┌─ Dataset

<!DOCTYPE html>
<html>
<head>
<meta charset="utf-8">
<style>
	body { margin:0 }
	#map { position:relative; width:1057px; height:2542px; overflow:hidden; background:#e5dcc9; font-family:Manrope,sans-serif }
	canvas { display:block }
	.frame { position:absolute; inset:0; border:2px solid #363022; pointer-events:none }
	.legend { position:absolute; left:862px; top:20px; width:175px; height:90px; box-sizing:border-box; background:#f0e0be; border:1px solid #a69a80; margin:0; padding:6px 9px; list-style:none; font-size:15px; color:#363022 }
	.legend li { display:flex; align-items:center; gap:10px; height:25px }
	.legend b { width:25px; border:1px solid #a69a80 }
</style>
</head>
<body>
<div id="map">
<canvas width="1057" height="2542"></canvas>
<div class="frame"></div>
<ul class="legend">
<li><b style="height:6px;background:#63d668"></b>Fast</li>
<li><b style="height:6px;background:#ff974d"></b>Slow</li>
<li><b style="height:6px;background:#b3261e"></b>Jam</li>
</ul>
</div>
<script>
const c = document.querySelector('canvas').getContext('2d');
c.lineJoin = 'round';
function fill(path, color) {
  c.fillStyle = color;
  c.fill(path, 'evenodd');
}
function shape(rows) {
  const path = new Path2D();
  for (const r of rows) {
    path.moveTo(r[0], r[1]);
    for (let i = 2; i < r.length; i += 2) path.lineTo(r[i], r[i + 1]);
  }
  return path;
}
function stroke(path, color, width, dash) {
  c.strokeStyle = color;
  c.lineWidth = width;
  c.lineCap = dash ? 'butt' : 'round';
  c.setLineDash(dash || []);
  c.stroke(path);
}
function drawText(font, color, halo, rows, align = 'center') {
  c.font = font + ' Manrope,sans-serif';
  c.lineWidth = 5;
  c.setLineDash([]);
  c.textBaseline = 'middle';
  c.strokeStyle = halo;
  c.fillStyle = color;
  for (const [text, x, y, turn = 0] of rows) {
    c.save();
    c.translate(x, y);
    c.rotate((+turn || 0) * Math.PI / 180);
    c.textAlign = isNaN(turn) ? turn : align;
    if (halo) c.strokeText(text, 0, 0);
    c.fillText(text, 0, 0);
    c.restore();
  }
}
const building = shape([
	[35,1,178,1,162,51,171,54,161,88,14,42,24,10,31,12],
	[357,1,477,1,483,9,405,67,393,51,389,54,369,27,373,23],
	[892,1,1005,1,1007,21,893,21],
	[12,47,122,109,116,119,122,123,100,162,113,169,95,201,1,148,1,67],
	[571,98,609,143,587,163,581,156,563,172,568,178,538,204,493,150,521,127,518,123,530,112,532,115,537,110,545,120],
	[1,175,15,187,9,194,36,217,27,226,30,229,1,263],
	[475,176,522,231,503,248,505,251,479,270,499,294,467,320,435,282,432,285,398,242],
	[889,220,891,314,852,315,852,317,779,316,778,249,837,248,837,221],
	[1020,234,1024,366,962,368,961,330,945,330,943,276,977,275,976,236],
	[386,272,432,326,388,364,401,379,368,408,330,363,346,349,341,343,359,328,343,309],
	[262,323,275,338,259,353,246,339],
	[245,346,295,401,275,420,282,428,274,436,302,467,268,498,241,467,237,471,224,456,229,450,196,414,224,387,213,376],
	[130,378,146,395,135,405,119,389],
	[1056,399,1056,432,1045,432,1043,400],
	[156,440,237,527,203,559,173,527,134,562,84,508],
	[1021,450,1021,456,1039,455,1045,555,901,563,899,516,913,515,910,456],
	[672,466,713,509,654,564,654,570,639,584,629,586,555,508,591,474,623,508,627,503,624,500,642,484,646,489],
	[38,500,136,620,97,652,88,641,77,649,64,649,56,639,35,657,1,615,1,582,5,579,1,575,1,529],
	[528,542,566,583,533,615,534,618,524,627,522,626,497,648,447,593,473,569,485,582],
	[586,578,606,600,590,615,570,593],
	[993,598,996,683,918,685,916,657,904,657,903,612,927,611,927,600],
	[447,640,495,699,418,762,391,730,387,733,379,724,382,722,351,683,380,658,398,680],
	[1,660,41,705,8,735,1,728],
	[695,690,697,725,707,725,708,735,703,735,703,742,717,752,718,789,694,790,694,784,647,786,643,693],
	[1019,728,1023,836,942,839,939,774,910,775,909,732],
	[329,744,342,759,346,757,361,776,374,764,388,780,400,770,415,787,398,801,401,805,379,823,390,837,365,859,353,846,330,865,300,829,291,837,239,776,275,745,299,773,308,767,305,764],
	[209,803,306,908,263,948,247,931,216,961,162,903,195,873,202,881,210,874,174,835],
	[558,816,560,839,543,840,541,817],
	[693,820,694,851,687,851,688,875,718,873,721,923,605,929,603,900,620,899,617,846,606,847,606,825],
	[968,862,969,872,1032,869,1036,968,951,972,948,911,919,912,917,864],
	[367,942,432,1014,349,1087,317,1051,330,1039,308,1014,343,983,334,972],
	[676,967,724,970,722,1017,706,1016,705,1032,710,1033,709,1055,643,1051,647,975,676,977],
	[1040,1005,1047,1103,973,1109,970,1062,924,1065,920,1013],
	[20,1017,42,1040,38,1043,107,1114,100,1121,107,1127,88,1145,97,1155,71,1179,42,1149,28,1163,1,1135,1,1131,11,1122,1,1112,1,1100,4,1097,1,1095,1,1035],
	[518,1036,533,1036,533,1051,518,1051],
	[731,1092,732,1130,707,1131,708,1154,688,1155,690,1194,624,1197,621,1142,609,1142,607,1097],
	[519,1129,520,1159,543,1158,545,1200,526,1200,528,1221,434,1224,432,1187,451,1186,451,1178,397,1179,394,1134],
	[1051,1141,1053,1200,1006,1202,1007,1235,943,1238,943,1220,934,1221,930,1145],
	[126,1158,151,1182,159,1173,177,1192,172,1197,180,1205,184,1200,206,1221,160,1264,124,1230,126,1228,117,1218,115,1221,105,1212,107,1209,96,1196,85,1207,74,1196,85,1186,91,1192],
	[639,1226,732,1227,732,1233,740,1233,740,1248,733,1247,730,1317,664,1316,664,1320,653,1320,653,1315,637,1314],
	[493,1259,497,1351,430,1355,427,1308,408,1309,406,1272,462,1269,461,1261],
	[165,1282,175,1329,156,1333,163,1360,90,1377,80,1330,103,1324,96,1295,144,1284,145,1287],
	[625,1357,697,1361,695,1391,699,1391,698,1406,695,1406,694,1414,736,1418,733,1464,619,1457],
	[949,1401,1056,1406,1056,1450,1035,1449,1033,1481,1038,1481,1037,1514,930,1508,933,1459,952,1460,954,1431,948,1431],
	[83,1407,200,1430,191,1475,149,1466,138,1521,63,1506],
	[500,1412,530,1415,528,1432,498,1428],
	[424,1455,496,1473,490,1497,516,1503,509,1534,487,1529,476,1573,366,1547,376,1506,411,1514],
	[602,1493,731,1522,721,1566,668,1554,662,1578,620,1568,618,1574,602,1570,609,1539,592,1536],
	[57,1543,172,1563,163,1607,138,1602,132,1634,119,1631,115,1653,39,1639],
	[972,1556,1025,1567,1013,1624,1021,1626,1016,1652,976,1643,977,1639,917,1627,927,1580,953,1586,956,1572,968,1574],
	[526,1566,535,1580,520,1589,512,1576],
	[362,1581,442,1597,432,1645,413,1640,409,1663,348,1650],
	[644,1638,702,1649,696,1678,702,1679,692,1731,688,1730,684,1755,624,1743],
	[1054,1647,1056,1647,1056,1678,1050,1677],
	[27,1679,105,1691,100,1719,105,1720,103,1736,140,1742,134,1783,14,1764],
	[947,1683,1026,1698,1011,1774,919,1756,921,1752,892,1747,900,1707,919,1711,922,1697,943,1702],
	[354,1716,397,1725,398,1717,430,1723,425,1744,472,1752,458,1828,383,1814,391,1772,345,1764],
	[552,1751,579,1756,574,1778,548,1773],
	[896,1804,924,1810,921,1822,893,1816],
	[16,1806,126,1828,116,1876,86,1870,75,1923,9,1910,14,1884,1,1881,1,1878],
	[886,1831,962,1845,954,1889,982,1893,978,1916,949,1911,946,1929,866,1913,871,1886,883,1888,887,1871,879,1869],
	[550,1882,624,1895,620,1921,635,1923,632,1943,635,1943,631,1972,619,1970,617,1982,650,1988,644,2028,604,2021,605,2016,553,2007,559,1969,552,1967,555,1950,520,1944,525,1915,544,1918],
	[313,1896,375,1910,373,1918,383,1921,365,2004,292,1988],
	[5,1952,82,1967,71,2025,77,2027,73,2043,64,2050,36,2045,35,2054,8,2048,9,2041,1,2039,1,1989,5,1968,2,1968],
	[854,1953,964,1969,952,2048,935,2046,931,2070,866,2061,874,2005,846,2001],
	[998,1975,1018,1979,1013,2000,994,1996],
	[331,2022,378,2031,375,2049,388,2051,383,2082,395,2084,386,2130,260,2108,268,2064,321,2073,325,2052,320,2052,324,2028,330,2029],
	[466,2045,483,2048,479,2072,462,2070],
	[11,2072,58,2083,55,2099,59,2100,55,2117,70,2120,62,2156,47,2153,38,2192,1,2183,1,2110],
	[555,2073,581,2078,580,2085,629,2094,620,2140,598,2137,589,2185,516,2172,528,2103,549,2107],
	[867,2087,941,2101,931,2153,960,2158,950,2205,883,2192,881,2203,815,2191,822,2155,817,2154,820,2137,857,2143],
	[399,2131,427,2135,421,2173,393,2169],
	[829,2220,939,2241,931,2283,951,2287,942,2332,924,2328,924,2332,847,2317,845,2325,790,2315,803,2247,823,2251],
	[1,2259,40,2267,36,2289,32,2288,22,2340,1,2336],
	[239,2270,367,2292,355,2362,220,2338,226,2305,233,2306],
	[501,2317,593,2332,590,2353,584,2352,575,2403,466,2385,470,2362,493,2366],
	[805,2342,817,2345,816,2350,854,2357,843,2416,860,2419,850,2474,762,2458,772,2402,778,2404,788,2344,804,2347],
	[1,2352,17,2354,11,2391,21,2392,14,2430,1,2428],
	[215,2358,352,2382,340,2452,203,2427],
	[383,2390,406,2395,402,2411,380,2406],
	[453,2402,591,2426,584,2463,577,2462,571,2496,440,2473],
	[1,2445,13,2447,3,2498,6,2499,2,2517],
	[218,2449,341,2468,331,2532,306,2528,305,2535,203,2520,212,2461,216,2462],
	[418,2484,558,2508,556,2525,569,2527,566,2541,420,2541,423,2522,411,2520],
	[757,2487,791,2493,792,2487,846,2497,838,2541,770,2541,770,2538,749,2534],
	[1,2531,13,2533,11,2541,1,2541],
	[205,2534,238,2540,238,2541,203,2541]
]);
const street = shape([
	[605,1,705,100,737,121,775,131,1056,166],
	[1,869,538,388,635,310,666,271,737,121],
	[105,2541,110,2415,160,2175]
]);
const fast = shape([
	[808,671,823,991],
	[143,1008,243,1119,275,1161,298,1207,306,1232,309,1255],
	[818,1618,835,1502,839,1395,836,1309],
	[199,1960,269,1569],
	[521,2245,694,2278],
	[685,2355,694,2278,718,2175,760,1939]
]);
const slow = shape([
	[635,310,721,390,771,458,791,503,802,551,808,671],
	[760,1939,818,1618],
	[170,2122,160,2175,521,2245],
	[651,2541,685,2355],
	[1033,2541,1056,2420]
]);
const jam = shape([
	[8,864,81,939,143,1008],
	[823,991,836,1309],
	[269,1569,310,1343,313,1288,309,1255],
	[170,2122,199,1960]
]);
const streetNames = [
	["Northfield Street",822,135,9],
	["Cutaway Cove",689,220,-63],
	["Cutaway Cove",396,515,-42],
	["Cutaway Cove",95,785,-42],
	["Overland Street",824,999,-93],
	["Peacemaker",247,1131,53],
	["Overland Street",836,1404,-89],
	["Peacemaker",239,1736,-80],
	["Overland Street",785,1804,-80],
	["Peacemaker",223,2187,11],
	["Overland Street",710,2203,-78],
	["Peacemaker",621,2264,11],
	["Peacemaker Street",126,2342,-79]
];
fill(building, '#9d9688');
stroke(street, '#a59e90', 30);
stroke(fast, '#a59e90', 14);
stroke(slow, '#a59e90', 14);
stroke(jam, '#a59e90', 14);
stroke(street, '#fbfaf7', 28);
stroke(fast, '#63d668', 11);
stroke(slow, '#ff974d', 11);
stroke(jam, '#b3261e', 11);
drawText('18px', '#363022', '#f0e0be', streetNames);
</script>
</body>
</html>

└─

**Directions**
The answer must consist of every line from the data that holds the string "center".

**Worked solution**
	.legend li { display:flex; align-items:center; gap:10px; height:25px }
function drawText(font, color, halo, rows, align = 'center') {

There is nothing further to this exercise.